Home >Technology peripherals >AI >AI giants submit papers to the White House: 12 top institutions including Google, OpenAI, Oxford and others jointly released the 'Model Security Assessment Framework'
In early May, the White House held a meeting with CEOs of Google, Microsoft, OpenAI, Anthropic and other AI companies to discuss the explosion of AI generation technology, the risks hidden behind the technology, and how to develop artificial intelligence responsibly. systems, and develop effective regulatory measures.
Existing security assessment processes typically rely on a series of evaluation benchmarks to identify anomalies in AI systems Behavior, such as misleading statements, biased decision-making, or exporting copyrighted content.
As AI technology becomes increasingly powerful, corresponding model evaluation tools must also be upgraded to prevent the development of AI systems with manipulation, deception, or other high-risk capabilities.
Recently, Google DeepMind, University of Cambridge, University of Oxford, University of Toronto, University of Montreal, OpenAI, Anthropic and many other top universities and research institutions jointly released a tool to evaluate model security. The framework is expected to become a key component in the development and deployment of future artificial intelligence models.
##Paper link: https://arxiv.org/pdf/2305.15324.pdf
Developers of general-purpose AI systems must evaluate the hazard capabilities and alignment of models and identify extreme risks as early as possible, so that processes such as training, deployment, and risk characterization are more responsible.
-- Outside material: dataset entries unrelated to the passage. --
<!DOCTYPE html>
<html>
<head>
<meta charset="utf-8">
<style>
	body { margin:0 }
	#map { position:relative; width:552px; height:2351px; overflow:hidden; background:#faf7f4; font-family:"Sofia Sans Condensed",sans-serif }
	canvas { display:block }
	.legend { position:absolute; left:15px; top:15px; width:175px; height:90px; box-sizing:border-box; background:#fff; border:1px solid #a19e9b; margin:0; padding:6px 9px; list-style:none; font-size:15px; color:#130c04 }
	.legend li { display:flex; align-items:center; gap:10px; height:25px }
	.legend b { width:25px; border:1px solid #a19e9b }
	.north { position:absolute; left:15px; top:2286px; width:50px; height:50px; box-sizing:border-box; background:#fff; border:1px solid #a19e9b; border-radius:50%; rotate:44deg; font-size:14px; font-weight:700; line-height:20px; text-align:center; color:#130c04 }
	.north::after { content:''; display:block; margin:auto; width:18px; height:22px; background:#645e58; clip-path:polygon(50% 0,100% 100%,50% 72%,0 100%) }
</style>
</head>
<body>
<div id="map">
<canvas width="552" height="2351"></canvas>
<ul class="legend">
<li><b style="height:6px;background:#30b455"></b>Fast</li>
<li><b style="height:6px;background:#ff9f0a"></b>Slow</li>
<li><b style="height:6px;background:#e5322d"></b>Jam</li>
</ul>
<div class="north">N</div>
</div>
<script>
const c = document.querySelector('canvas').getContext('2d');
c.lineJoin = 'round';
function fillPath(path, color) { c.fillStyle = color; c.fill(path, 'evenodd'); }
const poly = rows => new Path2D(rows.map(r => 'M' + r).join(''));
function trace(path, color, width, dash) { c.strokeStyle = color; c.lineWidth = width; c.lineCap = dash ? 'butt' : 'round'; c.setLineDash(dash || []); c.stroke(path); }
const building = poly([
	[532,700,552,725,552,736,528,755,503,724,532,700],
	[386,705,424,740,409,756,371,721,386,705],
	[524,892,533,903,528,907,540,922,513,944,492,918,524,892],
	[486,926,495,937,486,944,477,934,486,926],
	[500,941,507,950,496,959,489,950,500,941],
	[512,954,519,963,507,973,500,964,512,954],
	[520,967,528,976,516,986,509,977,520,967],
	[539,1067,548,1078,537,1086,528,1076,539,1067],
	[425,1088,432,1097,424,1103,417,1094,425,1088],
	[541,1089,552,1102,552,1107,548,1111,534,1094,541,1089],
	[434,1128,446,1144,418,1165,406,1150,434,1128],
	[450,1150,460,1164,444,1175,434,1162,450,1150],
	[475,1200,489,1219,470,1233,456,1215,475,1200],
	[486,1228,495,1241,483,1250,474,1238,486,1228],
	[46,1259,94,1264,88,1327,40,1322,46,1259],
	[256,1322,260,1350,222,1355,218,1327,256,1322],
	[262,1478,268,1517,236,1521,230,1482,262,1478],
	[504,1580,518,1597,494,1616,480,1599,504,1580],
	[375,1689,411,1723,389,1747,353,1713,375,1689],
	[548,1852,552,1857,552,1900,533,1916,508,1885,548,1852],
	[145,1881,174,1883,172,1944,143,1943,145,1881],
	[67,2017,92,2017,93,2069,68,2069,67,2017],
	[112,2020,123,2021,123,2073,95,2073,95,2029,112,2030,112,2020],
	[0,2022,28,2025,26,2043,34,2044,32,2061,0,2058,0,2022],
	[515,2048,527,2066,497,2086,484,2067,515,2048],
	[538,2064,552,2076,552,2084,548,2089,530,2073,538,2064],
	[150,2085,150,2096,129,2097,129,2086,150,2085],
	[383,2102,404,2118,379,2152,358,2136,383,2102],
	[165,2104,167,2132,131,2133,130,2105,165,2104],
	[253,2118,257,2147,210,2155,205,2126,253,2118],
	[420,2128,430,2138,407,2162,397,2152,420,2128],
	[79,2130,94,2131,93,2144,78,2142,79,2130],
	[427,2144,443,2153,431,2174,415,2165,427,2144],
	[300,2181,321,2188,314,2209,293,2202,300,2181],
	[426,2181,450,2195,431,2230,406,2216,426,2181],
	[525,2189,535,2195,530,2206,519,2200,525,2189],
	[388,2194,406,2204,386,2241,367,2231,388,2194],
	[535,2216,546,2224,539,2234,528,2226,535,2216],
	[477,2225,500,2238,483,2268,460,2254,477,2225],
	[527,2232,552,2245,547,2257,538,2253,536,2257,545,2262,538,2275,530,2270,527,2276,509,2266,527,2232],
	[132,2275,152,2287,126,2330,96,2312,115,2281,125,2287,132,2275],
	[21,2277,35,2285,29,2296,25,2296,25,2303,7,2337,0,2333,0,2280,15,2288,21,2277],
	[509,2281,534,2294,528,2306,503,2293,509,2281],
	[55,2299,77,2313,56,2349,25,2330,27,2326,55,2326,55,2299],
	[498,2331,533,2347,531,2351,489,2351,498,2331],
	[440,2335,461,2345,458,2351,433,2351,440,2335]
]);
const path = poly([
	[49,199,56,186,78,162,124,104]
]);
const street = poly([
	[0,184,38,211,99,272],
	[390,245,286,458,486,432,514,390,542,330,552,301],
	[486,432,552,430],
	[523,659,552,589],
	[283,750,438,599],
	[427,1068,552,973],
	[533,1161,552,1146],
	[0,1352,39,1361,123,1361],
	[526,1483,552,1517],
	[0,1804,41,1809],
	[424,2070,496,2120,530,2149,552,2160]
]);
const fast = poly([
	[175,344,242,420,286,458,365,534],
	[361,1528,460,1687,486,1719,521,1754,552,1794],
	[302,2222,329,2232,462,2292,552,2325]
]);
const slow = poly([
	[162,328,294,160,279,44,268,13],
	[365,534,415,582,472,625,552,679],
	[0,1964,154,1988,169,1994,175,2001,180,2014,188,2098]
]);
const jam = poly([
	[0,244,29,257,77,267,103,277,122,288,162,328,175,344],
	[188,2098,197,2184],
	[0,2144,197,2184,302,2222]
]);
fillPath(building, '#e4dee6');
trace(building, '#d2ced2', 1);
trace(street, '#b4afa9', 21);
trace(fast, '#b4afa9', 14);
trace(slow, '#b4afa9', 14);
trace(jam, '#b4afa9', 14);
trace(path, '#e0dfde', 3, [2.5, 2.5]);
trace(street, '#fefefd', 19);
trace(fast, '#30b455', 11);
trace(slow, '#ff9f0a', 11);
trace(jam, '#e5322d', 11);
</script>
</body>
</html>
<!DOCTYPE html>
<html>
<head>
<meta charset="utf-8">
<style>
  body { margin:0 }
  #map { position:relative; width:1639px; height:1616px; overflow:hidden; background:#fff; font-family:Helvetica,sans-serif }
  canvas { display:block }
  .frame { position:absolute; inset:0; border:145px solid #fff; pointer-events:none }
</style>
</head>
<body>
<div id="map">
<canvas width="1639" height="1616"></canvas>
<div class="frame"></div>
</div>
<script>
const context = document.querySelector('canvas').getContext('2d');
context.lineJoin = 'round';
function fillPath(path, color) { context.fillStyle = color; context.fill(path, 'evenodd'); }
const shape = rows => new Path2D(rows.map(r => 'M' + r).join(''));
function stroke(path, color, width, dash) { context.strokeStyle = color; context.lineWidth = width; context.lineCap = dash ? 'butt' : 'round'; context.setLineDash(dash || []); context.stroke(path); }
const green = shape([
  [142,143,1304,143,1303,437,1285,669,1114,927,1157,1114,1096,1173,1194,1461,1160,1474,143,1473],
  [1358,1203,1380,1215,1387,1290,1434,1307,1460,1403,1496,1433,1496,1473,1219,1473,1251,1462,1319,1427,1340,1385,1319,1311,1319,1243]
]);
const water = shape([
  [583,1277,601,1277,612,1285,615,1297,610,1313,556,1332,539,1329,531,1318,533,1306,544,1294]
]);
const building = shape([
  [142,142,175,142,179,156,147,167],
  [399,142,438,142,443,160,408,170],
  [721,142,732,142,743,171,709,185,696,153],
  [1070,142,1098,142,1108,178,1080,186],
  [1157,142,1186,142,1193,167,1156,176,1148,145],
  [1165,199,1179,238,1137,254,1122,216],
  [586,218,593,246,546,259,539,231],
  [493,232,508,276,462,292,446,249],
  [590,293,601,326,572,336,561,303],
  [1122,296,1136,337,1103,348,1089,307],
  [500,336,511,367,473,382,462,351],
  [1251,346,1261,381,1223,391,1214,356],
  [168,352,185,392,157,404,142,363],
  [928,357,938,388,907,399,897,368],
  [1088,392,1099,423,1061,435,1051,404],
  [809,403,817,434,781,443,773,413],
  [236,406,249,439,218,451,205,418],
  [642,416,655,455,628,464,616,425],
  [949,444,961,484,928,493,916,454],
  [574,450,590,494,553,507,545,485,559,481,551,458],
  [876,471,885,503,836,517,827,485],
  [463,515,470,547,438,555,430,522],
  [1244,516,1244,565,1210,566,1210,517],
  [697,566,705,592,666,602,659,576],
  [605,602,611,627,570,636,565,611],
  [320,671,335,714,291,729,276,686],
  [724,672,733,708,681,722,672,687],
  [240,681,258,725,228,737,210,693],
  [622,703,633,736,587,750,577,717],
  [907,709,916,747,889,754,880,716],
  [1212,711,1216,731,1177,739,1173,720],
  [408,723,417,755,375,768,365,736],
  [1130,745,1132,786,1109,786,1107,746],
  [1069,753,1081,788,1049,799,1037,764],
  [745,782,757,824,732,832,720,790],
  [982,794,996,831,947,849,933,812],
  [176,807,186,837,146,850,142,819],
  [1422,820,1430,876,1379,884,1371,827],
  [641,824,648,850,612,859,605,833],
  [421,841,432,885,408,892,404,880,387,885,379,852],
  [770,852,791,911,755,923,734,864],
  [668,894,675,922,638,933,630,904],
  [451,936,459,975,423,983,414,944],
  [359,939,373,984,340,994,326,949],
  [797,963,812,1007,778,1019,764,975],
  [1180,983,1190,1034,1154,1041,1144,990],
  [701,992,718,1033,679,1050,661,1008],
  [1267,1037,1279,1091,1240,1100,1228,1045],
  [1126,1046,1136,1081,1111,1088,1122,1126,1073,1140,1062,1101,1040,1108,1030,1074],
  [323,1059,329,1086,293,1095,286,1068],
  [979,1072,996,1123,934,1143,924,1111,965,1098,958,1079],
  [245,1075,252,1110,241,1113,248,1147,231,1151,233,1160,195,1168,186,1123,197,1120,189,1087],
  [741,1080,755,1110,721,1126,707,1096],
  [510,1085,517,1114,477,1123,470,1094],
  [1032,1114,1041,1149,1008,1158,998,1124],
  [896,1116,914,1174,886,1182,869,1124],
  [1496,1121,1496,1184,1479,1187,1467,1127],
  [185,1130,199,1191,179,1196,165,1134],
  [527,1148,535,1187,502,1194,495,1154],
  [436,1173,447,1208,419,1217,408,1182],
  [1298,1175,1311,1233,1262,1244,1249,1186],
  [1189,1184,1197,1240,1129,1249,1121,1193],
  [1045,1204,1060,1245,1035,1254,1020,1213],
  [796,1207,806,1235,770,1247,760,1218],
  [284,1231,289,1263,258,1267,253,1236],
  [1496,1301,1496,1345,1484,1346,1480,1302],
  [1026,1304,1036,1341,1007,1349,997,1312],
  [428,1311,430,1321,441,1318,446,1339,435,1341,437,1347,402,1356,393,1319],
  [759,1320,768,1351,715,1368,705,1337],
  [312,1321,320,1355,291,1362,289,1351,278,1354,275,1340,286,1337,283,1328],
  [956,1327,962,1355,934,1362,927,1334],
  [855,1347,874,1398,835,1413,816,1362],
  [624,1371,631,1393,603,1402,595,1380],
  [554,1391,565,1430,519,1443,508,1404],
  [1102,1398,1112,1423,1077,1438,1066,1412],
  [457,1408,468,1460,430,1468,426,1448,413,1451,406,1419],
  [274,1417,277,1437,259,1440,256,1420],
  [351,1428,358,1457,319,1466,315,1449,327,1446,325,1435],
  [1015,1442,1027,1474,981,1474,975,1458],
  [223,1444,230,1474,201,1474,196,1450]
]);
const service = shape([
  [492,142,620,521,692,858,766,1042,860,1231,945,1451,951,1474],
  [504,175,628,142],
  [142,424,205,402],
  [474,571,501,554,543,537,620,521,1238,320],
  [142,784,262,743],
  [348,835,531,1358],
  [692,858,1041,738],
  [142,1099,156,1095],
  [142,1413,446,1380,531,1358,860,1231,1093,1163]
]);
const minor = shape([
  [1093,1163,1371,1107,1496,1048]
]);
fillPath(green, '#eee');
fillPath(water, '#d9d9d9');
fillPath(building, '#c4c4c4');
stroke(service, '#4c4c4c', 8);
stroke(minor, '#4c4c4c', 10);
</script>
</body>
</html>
Evaluation results can allow decision makers and other stakeholders to understand the details and make decisions on model training, deployment and security. Make responsible decisions.
AI is risky, training needs to be cautiousGeneral models usually require "training" to learn specific abilities and behaviors, but the existing learning process is usually imperfect For example, in previous studies, DeepMind researchers found that even if the expected behavior of the model has been correctly rewarded during training, the artificial intelligence system will still learn some unintended goals.
## Paper link: https://arxiv.org/abs/2210.01790
Responsible AI developers must be able to predict possible future developments and unknown risks in advance, and as AI systems advance, future general models may learn by default the ability to learn various hazards.For example, artificial intelligence systems may carry out offensive cyber operations, cleverly deceive humans in conversations, manipulate humans to carry out harmful actions, design or obtain weapons, etc., on cloud computing platforms fine-tune and operate other high-risk AI systems, or assist humans in completing these dangerous tasks.
Someone with malicious access to such a model may abuse the AI's capabilities, or due to alignment failure, the AI model may choose to take harmful actions on its own without human guidance. .
Model evaluation can help identify these risks in advance. Following the framework proposed in the article, AI developers can use model evaluation to discover:
1. The extent to which the model has certain "dangerous capabilities" that can be used to threaten security, exert influence, or evade regulation;
2. The extent to which the model tends to apply its capabilities Causes damage (i.e. the alignment of the model). Calibration evaluations should confirm that the model behaves as expected under a very wide range of scenario settings and, where possible, examine the inner workings of the model.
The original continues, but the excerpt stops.